This content applies to England & Wales

The steps lenders will usually take before commencing court action.

Mortgage lenders make commercial decisions about when to commence possession action. They will normally delay starting court proceedings for possession where payments are being made to reduce arrears. Mortgage lenders should treat customers fairly and only take court action when all other reasonable steps have failed.

Pre-action protocol

The Pre-action Protocol for Possession Claims based on Mortgage Arrears sets out steps that lenders and borrowers should take to ensure that court proceedings are a matter of last resort. These steps are explained in detail on the page on the Pre-action protocol for mortgage arrears. The pre-action protocol applies to first and second charge loans, and unregulated mortgages.

FCA Regulation

The Financial Conduct Authority (FCA) Handbook, Mortgage Conduct of Business (MCOB) 13: Arrears and possessions, specifies that a regulated credit mortgage (RMC) lender must:

  • provide a customer who has fallen into arrears, in writing or another 'durable medium' with full details of the missed payments, any charges incurred as a result of the shortfall, the total amount due and the charges that will be incurred if the shortfall is not cleared, as well as a copy of the current Money Advice Service information sheet 'Problems paying your mortgage' within 15 days [1]
  • not put pressure on a customer through excessive telephone calls or correspondence, or by contact at an unreasonable hour[2] (a reasonable hour will usually be between 8am and 9pm)
  • make 'reasonable efforts' to reach an agreement with a customer over the method of repaying any payment shortfall or sale shortfall[3]
  • allow a 'reasonable time' for repayment of the shortfall, establishing a payment plan that is feasible given the circumstances of the customer[4]
  • make the customer aware of any relevant government schemes to assist borrowers in payment difficulties[5]
  • not repossess the property unless all other reasonable attempts to resolve the situation have failed[6]
  • make the customer aware of the steps that will be taken in relation to repossession.[7]

Second-charge mortgages to consumers (such as for debt consolidation or home improvement) have also been regulated by the FCA, but as regulated credit agreements under the Consumer Credit regime - see Guidance on credit-related regulated activities. From 21 March 2016 these are regulated in the same way as first-charge mortgage contracts under MCOB rules, with the addition of some rules under the Consumer Credit Act 1974 which are retained (for example, prohibition on interest being increased on default under s.93, and the right to complete payment before the end of the mortgage term under s.94). There are various transitional provisions.[8]

Buy-to-let mortgages to consumers (defined as 'persons who act for purposes which are outside their trade, business, or profession') have been subject to the FCA regulation from 21 March 2016.[9] Firms wishing to lend, administer, intermediate, arrange or provide advisory services in relation to consumer buy-to-let (CBTL) must be registered by the FCA and the Financial Ombudsman Service's jurisdiction will cover CBTL business.

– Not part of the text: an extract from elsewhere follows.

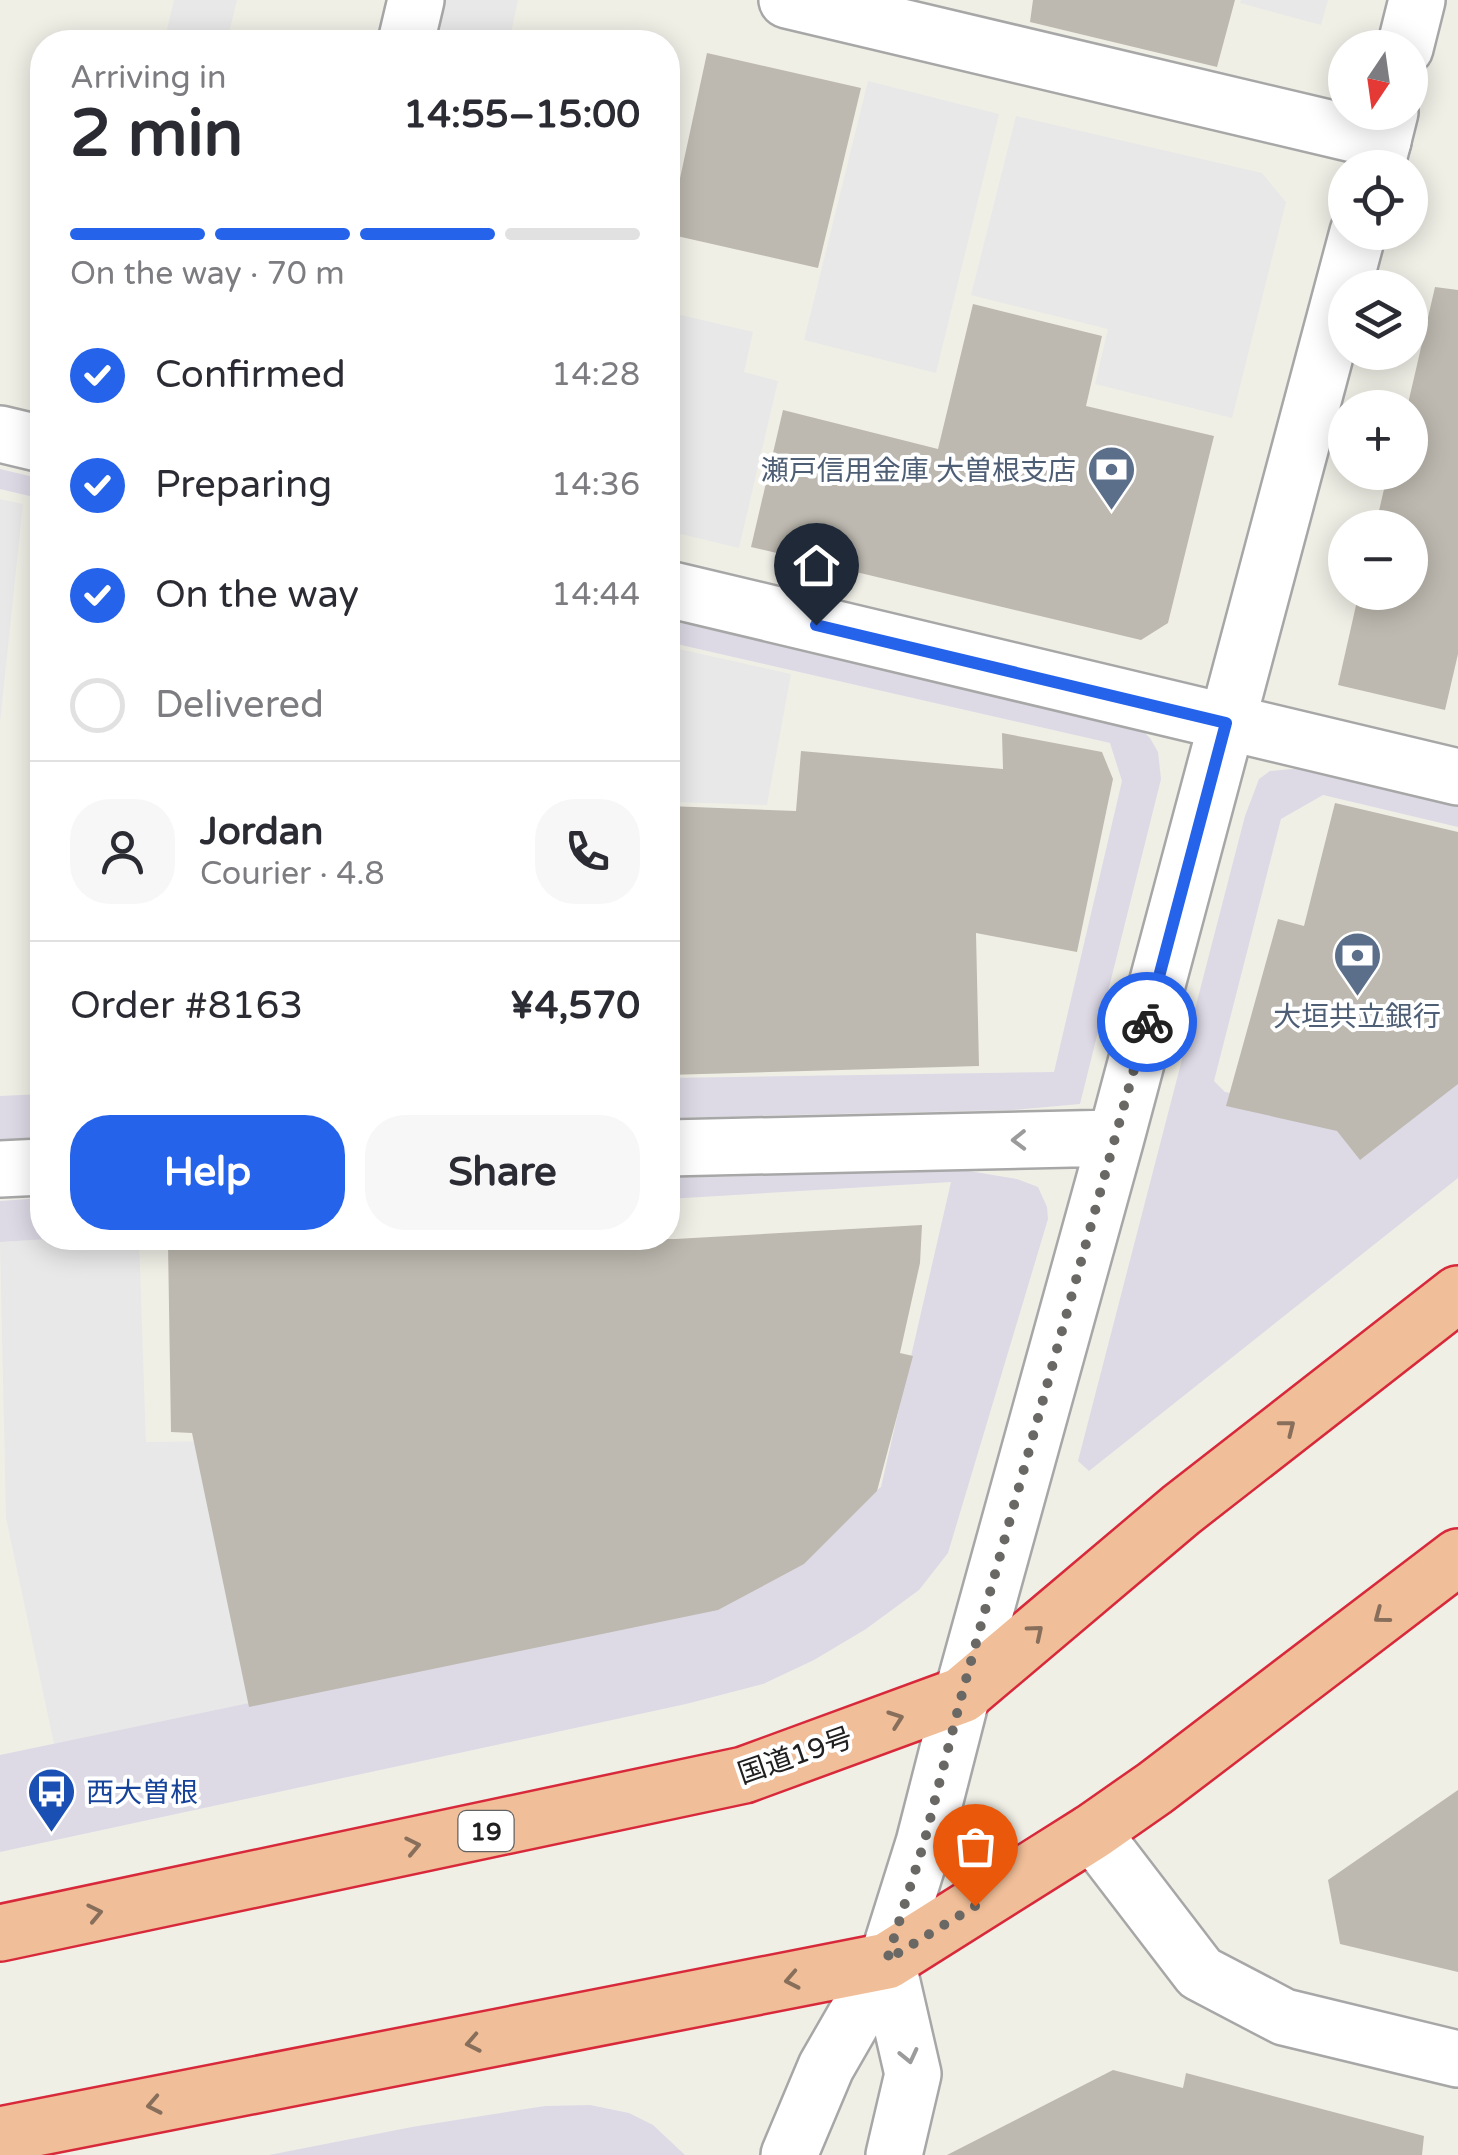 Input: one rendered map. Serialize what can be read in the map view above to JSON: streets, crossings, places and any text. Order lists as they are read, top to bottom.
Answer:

Different options for dealing with mortgage payment problems are discussed in detail in the section on Mortgage arrears: payment problems.

[1] FCA, MCOB 13.4.1 and 13.4.4.

[2] FCA, MCOB 13.5.3.

[3] FCA, MCOB 13.3.2A(1).

[4] FCA, MCOB 13.3.2A(1).

[5] FCA, MCOB 13.3.4B.

[6] FCA, MCOB 13.3.2A(6).

[7] FCA, MCOB 13.4.5(3).

[8] see Part 4 Mortgage Credit Directive Order 2015 SI 2015/910, as amended.

[9] see Part 3 Mortgage Credit Directive Order 2015 SI 2015/910, as amended.